» **What is needed**
Up to and including the line that contains "Read the picture", return every line from the start of the data, unchanged.
========================
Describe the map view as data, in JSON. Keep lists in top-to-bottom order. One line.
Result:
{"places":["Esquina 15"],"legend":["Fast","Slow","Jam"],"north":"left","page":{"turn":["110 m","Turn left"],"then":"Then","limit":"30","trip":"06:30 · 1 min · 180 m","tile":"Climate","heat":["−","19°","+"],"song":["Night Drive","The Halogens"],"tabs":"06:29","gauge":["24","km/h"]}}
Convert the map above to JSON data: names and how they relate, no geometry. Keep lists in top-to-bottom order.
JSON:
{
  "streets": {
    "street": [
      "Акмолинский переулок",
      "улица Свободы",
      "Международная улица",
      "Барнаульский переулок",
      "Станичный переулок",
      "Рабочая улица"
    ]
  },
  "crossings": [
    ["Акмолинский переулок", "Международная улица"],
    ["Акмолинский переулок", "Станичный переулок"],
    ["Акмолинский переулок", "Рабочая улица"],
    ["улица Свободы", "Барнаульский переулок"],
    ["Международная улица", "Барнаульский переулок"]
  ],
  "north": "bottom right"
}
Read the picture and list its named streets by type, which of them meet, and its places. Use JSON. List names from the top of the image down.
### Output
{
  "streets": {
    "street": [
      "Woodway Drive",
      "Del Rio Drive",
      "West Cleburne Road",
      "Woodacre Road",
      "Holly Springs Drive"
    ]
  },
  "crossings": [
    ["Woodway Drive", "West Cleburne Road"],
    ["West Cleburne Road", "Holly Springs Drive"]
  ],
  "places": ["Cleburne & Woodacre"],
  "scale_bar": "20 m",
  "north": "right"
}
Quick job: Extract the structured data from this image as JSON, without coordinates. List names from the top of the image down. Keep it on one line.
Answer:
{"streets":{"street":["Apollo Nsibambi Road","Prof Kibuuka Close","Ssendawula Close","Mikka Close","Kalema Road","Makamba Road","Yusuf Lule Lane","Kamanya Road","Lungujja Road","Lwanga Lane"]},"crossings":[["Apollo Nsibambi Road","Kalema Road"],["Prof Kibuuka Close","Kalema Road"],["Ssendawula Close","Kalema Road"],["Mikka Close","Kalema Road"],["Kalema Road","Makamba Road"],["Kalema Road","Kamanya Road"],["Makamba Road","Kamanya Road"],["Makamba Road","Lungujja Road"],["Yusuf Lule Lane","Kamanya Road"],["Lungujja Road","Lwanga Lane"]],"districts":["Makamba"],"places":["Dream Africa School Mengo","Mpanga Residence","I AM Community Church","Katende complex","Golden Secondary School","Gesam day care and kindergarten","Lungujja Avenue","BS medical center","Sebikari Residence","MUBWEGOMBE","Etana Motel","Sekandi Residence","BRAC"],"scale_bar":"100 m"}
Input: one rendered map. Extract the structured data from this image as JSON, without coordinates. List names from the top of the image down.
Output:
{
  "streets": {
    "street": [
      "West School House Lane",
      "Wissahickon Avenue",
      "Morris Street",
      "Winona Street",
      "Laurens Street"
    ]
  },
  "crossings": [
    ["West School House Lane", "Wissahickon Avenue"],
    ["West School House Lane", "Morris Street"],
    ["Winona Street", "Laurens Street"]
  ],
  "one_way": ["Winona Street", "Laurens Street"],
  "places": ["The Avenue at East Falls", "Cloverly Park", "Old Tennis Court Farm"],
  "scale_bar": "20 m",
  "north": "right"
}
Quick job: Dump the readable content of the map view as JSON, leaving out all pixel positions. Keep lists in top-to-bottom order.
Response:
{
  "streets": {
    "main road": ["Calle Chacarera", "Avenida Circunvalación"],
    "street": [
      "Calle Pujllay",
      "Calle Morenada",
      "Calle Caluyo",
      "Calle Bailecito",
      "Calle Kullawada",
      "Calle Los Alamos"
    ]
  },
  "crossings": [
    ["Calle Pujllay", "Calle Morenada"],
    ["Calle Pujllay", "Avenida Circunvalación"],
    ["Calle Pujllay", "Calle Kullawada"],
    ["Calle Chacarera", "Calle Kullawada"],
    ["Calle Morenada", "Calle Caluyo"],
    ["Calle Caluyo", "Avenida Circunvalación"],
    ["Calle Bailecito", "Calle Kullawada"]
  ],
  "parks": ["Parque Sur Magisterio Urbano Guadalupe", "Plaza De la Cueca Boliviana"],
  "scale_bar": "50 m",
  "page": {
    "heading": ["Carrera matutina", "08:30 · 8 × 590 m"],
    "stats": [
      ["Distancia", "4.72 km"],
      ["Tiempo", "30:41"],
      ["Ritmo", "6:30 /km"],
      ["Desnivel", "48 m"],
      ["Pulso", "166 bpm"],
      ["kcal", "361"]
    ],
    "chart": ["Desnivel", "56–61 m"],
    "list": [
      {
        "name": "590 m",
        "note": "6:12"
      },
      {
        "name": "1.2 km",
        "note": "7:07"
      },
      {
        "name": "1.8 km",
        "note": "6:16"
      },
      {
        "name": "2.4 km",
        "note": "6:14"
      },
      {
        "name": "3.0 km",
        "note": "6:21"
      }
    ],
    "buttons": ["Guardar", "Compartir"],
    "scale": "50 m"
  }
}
========================
» **Result**
Describe the map view as data, in JSON. Keep lists in top-to-bottom order. One line.
Result:
{"places":["Esquina 15"],"legend":["Fast","Slow","Jam"],"north":"left","page":{"turn":["110 m","Turn left"],"then":"Then","limit":"30","trip":"06:30 · 1 min · 180 m","tile":"Climate","heat":["−","19°","+"],"song":["Night Drive","The Halogens"],"tabs":"06:29","gauge":["24","km/h"]}}
Convert the map above to JSON data: names and how they relate, no geometry. Keep lists in top-to-bottom order.
JSON:
{
  "streets": {
    "street": [
      "Акмолинский переулок",
      "улица Свободы",
      "Международная улица",
      "Барнаульский переулок",
      "Станичный переулок",
      "Рабочая улица"
    ]
  },
  "crossings": [
    ["Акмолинский переулок", "Международная улица"],
    ["Акмолинский переулок", "Станичный переулок"],
    ["Акмолинский переулок", "Рабочая улица"],
    ["улица Свободы", "Барнаульский переулок"],
    ["Международная улица", "Барнаульский переулок"]
  ],
  "north": "bottom right"
}
Read the picture and list its named streets by type, which of them meet, and its places. Use JSON. List names from the top of the image down.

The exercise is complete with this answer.